EXERCISE INSTRUCTIONS:
Give all of the data again exactly as written, omitting every image.

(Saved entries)

- - - - -

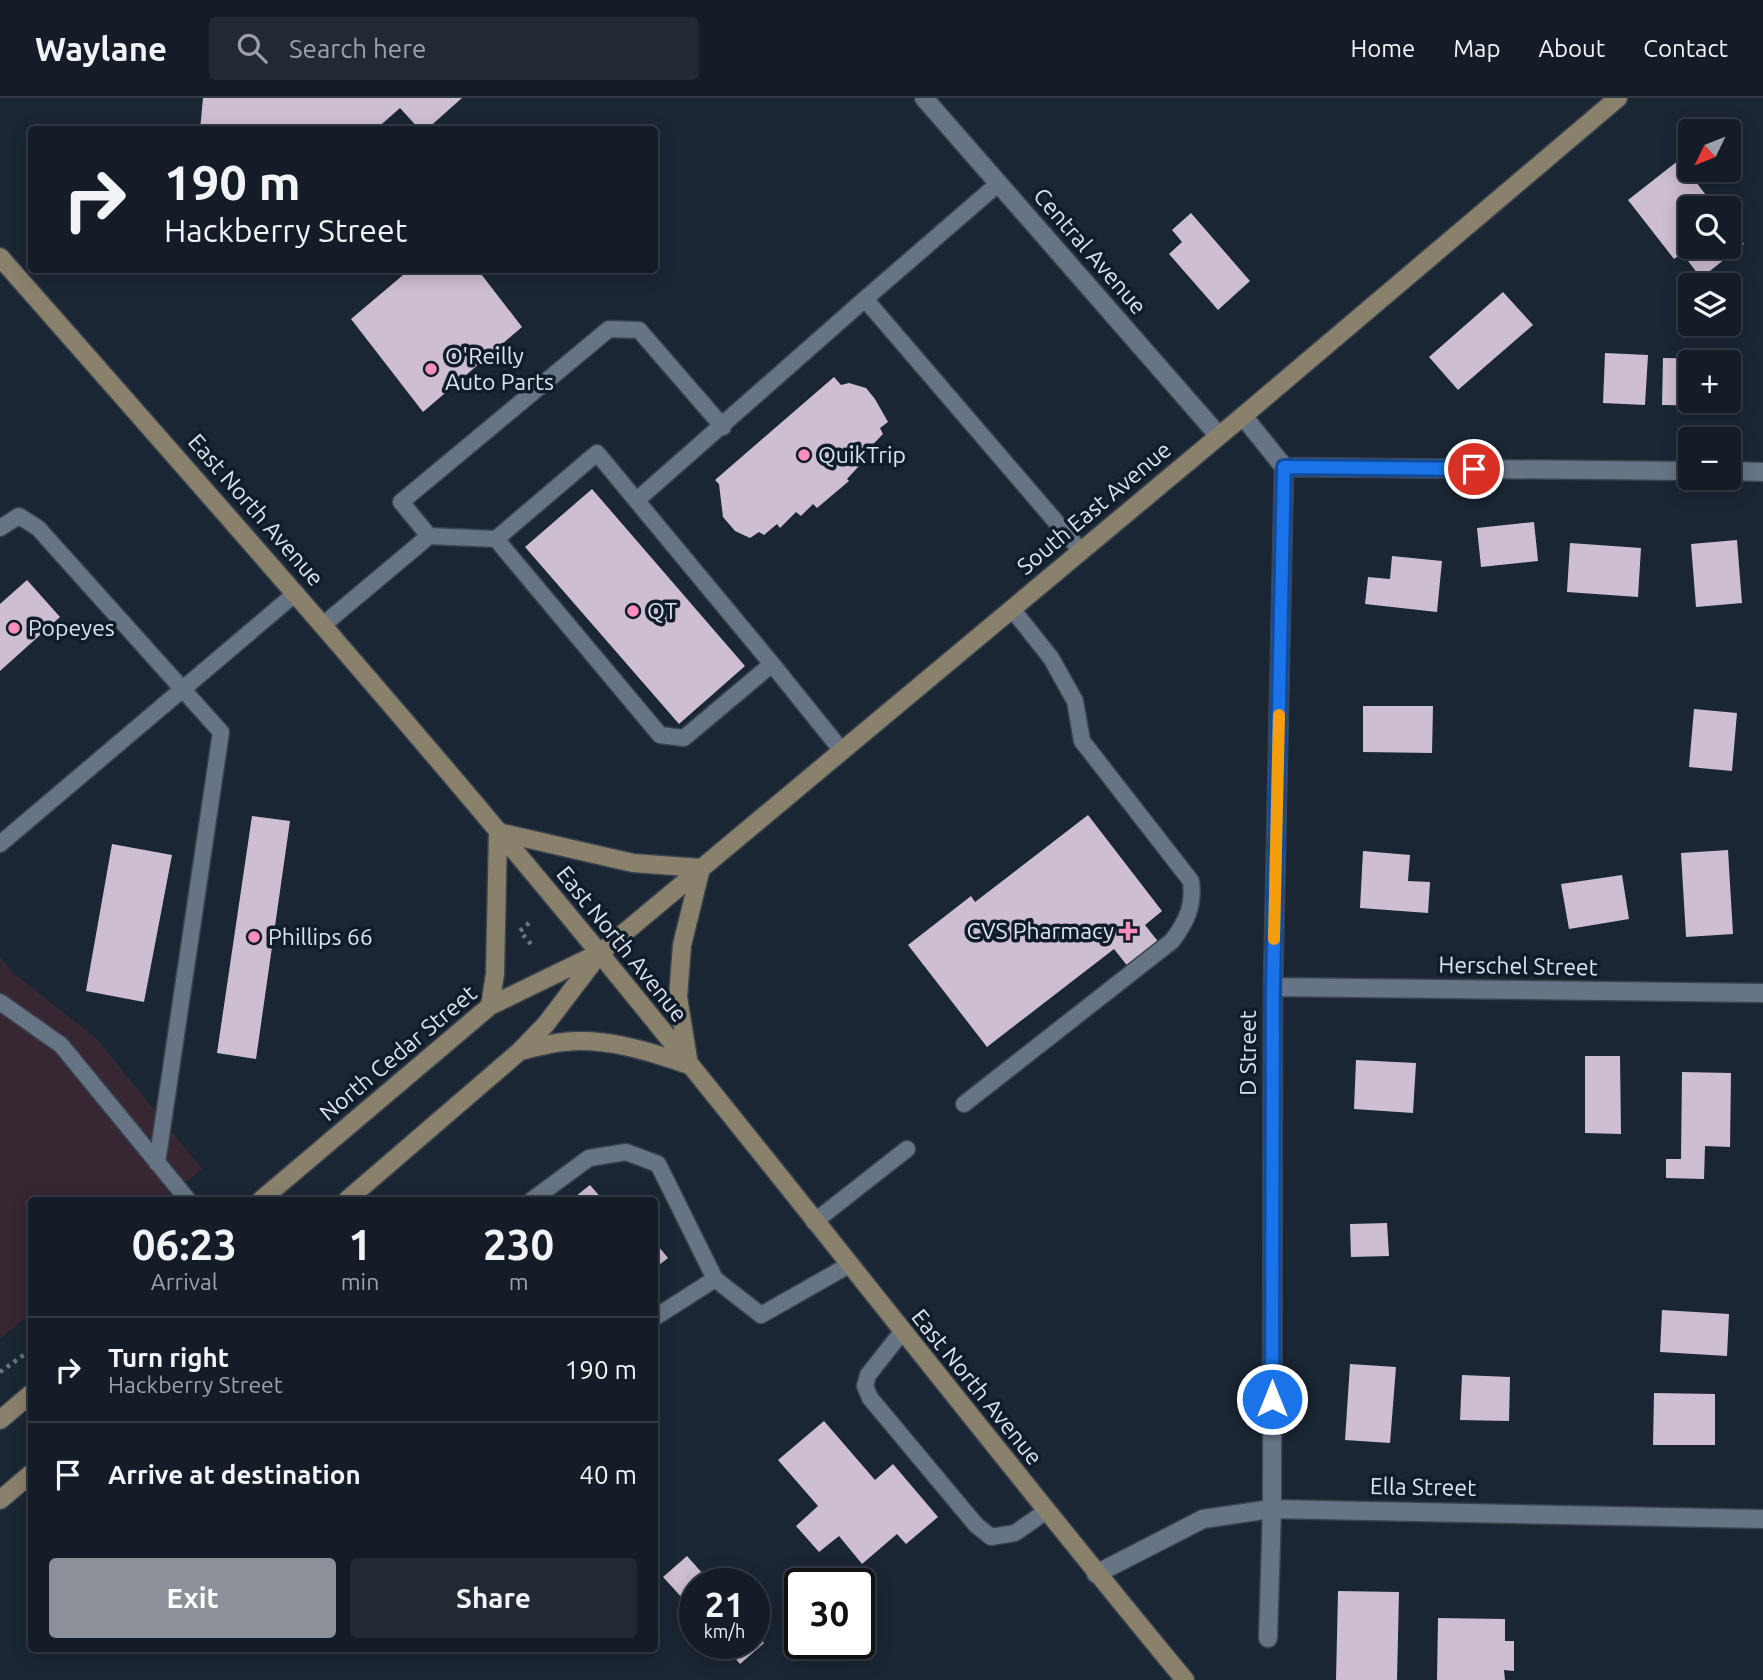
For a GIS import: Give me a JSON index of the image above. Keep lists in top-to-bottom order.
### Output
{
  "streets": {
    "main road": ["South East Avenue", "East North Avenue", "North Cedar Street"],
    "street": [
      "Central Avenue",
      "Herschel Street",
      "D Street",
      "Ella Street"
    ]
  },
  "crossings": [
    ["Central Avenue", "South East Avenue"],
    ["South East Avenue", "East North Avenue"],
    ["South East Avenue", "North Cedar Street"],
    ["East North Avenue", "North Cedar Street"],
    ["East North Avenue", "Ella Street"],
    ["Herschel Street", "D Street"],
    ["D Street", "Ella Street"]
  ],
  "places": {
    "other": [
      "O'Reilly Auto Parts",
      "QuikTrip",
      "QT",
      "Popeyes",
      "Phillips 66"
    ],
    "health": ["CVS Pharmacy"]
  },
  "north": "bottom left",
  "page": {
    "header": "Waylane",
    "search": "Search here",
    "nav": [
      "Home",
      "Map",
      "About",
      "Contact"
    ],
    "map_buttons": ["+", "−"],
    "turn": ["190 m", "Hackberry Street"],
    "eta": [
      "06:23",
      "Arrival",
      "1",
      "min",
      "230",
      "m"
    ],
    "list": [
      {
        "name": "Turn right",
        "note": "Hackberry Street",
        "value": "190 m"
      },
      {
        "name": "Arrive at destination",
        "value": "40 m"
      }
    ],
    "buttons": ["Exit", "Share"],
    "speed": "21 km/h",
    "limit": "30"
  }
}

- - - - -

REPLY:
For a GIS import: Give me a JSON index of the image above. Keep lists in top-to-bottom order.
### Output
{
  "streets": {
    "main road": ["South East Avenue", "East North Avenue", "North Cedar Street"],
    "street": [
      "Central Avenue",
      "Herschel Street",
      "D Street",
      "Ella Street"
    ]
  },
  "crossings": [
    ["Central Avenue", "South East Avenue"],
    ["South East Avenue", "East North Avenue"],
    ["South East Avenue", "North Cedar Street"],
    ["East North Avenue", "North Cedar Street"],
    ["East North Avenue", "Ella Street"],
    ["Herschel Street", "D Street"],
    ["D Street", "Ella Street"]
  ],
  "places": {
    "other": [
      "O'Reilly Auto Parts",
      "QuikTrip",
      "QT",
      "Popeyes",
      "Phillips 66"
    ],
    "health": ["CVS Pharmacy"]
  },
  "north": "bottom left",
  "page": {
    "header": "Waylane",
    "search": "Search here",
    "nav": [
      "Home",
      "Map",
      "About",
      "Contact"
    ],
    "map_buttons": ["+", "−"],
    "turn": ["190 m", "Hackberry Street"],
    "eta": [
      "06:23",
      "Arrival",
      "1",
      "min",
      "230",
      "m"
    ],
    "list": [
      {
        "name": "Turn right",
        "note": "Hackberry Street",
        "value": "190 m"
      },
      {
        "name": "Arrive at destination",
        "value": "40 m"
      }
    ],
    "buttons": ["Exit", "Share"],
    "speed": "21 km/h",
    "limit": "30"
  }
}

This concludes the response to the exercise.